• **Exercise directions**: Please restate, exactly as written, the lines running from the beginning of the material through the line that has "filter:drop-shadow(0 0 2px" in it.

+---+

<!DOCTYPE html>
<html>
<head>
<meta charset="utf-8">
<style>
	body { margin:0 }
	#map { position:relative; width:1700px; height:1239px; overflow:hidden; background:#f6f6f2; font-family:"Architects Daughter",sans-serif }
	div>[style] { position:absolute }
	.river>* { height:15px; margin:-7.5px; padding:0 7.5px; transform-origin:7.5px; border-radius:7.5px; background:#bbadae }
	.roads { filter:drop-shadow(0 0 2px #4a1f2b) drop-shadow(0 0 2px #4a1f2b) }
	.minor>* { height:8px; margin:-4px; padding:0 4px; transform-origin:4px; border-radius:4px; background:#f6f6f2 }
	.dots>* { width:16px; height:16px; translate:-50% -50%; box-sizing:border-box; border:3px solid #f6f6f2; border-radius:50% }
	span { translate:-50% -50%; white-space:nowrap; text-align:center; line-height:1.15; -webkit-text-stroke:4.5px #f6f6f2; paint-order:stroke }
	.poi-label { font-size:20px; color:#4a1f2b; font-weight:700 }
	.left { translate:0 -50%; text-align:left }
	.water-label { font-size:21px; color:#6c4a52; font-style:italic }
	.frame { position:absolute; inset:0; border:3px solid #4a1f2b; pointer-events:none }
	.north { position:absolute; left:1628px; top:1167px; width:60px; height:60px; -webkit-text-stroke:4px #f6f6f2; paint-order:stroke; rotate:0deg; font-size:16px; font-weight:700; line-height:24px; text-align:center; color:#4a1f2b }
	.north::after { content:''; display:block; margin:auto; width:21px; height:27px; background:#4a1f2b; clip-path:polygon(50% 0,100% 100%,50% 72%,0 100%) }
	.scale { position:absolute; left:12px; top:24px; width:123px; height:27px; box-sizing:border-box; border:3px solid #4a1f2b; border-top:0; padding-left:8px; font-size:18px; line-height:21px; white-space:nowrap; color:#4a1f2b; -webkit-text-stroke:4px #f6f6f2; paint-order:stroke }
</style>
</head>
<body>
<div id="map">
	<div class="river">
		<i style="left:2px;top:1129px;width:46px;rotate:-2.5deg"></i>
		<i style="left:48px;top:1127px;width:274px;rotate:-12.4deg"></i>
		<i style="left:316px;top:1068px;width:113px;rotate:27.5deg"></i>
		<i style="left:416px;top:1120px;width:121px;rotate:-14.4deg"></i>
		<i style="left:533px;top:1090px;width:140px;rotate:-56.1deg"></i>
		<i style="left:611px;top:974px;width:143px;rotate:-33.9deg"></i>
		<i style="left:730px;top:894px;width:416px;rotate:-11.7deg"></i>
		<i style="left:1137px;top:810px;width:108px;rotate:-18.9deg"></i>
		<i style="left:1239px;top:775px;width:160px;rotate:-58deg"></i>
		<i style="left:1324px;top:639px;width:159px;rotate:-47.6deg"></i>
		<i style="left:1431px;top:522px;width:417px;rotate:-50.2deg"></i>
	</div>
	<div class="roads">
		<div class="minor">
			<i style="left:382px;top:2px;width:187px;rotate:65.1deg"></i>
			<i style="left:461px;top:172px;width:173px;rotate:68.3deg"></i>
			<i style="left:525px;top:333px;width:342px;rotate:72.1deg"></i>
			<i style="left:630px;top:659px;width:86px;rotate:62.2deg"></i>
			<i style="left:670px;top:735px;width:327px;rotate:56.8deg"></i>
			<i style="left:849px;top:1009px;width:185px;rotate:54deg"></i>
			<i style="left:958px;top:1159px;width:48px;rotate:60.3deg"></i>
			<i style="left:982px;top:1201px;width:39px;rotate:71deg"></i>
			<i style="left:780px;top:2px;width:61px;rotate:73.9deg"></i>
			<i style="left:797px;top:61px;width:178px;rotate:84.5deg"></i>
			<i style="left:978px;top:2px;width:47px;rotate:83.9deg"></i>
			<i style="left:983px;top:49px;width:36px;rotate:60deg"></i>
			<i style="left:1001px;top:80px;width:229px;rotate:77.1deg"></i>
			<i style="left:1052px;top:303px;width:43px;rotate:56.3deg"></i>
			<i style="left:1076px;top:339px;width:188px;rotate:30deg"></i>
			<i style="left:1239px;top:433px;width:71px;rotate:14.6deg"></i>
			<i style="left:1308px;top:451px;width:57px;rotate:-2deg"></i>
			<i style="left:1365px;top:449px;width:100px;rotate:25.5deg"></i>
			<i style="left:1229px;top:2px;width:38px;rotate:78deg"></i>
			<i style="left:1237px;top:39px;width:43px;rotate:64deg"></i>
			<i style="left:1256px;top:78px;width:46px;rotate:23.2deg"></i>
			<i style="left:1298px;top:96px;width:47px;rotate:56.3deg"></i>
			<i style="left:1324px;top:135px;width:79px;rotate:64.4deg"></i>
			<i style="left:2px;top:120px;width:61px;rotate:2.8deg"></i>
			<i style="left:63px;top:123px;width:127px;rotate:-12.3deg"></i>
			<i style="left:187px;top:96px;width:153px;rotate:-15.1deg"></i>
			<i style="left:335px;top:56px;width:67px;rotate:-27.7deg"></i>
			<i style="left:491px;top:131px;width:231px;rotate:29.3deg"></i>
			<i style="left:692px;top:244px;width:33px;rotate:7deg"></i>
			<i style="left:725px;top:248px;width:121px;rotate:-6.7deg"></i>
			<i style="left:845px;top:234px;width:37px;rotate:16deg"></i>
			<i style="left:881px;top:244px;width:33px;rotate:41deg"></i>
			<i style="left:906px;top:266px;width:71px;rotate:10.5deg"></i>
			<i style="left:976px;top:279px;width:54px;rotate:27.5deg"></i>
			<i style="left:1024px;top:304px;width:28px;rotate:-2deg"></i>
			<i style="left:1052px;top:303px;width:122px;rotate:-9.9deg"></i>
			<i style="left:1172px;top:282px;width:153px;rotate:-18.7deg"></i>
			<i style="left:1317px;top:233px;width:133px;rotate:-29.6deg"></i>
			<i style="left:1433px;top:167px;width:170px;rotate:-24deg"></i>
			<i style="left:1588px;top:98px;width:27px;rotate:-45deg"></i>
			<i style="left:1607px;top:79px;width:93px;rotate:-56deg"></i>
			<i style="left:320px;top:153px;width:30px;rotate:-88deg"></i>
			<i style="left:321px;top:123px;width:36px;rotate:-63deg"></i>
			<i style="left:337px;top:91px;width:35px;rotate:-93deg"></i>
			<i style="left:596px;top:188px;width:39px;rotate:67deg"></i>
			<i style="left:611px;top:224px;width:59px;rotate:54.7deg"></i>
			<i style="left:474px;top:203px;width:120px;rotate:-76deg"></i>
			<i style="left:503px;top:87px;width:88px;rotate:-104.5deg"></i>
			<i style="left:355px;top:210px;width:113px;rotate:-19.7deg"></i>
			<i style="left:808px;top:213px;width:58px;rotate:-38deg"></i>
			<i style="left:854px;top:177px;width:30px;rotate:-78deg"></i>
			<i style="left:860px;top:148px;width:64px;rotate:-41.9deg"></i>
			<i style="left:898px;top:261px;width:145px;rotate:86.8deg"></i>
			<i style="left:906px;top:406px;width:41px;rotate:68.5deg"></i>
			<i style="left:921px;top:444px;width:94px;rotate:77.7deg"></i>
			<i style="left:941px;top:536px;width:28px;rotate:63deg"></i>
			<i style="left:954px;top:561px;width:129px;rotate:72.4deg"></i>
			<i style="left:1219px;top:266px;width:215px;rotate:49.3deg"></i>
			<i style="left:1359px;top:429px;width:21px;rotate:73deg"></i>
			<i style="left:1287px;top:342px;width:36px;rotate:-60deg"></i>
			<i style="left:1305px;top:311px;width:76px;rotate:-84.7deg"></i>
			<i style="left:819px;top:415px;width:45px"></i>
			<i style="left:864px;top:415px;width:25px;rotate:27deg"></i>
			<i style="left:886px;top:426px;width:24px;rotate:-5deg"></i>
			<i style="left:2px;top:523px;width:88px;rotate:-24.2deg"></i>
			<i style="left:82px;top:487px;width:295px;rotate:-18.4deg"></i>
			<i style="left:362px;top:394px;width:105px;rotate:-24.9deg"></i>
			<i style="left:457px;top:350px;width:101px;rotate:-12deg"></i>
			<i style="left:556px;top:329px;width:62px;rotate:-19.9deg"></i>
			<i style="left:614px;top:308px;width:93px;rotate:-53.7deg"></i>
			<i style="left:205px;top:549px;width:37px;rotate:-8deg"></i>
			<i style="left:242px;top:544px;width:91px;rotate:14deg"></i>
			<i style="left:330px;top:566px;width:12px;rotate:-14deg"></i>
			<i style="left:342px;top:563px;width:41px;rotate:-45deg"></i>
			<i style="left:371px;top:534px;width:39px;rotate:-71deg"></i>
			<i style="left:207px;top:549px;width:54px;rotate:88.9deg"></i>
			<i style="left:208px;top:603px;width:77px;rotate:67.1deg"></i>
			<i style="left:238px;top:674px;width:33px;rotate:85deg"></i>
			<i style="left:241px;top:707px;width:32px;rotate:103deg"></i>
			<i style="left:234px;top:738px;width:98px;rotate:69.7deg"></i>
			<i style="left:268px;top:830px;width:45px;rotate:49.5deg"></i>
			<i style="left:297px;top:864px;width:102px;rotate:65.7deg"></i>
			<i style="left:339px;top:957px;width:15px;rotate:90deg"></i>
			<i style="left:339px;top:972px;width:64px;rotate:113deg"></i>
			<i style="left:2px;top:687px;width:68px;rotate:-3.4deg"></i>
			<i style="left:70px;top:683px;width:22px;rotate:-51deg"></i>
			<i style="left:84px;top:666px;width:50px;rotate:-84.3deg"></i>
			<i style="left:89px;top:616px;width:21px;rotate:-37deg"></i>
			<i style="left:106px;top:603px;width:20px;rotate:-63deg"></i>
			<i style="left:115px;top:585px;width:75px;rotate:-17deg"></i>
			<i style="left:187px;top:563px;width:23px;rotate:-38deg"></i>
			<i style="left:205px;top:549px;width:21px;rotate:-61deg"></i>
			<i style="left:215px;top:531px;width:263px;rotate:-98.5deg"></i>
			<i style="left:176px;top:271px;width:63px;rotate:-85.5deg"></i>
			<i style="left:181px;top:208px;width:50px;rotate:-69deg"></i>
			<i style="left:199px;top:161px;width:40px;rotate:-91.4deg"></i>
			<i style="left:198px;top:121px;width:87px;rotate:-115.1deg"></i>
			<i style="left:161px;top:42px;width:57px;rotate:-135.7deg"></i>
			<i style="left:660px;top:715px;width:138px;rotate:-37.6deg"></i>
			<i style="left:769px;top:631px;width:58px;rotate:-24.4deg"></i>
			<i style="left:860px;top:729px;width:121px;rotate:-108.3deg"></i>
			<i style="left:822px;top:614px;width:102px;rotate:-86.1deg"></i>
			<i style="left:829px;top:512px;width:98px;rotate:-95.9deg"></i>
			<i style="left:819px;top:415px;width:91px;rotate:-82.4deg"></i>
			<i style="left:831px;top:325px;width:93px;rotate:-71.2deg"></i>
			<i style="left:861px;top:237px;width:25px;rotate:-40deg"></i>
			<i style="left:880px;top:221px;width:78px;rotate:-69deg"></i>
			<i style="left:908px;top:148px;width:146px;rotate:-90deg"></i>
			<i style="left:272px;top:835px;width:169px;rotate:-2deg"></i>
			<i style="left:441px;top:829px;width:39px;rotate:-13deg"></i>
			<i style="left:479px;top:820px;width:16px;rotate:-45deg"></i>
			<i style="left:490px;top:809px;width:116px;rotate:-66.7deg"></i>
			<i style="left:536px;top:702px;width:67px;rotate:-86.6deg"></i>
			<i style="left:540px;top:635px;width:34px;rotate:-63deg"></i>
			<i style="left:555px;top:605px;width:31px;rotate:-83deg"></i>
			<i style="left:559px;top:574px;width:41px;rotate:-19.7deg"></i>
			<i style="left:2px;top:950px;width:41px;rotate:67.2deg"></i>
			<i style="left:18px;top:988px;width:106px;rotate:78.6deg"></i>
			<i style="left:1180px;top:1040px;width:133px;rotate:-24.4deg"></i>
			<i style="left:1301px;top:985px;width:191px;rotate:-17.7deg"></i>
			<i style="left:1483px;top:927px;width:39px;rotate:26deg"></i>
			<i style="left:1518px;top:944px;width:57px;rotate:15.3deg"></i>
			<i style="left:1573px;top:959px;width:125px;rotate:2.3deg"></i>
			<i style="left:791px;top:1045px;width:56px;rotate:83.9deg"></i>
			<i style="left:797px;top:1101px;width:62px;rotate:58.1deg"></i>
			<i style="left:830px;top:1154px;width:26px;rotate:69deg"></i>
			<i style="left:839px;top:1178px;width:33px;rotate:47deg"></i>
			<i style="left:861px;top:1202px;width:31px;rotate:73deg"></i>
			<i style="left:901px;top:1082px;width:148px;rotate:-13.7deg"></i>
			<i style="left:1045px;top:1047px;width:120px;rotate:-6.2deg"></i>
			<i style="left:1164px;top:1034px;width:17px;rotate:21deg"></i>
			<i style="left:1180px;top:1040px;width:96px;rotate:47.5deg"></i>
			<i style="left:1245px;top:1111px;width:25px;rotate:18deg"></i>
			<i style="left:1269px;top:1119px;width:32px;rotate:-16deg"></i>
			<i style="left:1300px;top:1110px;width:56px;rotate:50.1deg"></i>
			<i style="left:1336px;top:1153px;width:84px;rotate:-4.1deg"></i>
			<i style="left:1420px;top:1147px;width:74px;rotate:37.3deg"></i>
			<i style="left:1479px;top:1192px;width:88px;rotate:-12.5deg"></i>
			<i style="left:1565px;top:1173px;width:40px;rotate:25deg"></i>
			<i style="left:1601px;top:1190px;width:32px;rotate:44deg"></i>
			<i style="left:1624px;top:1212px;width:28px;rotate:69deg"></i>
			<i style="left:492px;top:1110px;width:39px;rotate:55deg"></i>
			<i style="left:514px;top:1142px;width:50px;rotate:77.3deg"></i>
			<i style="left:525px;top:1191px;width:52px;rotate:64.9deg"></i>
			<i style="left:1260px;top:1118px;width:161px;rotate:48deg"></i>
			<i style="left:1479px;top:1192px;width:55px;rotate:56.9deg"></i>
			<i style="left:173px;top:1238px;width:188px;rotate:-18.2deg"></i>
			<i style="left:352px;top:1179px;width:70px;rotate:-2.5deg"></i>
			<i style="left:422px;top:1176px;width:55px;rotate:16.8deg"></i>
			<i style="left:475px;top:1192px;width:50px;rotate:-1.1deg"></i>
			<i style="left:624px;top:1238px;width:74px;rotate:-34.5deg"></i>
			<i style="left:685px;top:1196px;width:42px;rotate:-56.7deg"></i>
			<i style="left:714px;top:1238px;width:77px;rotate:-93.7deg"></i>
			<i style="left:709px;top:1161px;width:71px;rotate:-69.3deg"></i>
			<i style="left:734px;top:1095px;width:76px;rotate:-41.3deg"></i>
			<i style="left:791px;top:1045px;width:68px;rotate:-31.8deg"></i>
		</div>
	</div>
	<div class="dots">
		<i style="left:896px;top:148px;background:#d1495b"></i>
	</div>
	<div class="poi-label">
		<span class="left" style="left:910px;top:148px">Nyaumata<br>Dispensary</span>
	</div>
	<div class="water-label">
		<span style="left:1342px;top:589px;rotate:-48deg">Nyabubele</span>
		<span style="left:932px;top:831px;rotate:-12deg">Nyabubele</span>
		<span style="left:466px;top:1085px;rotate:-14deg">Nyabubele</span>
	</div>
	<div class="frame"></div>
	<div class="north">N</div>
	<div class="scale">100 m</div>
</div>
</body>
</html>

+---+

• **Reply to the exercise**:
<!DOCTYPE html>
<html>
<head>
<meta charset="utf-8">
<style>
	body { margin:0 }
	#map { position:relative; width:1700px; height:1239px; overflow:hidden; background:#f6f6f2; font-family:"Architects Daughter",sans-serif }
	div>[style] { position:absolute }
	.river>* { height:15px; margin:-7.5px; padding:0 7.5px; transform-origin:7.5px; border-radius:7.5px; background:#bbadae }
	.roads { filter:drop-shadow(0 0 2px #4a1f2b) drop-shadow(0 0 2px #4a1f2b) }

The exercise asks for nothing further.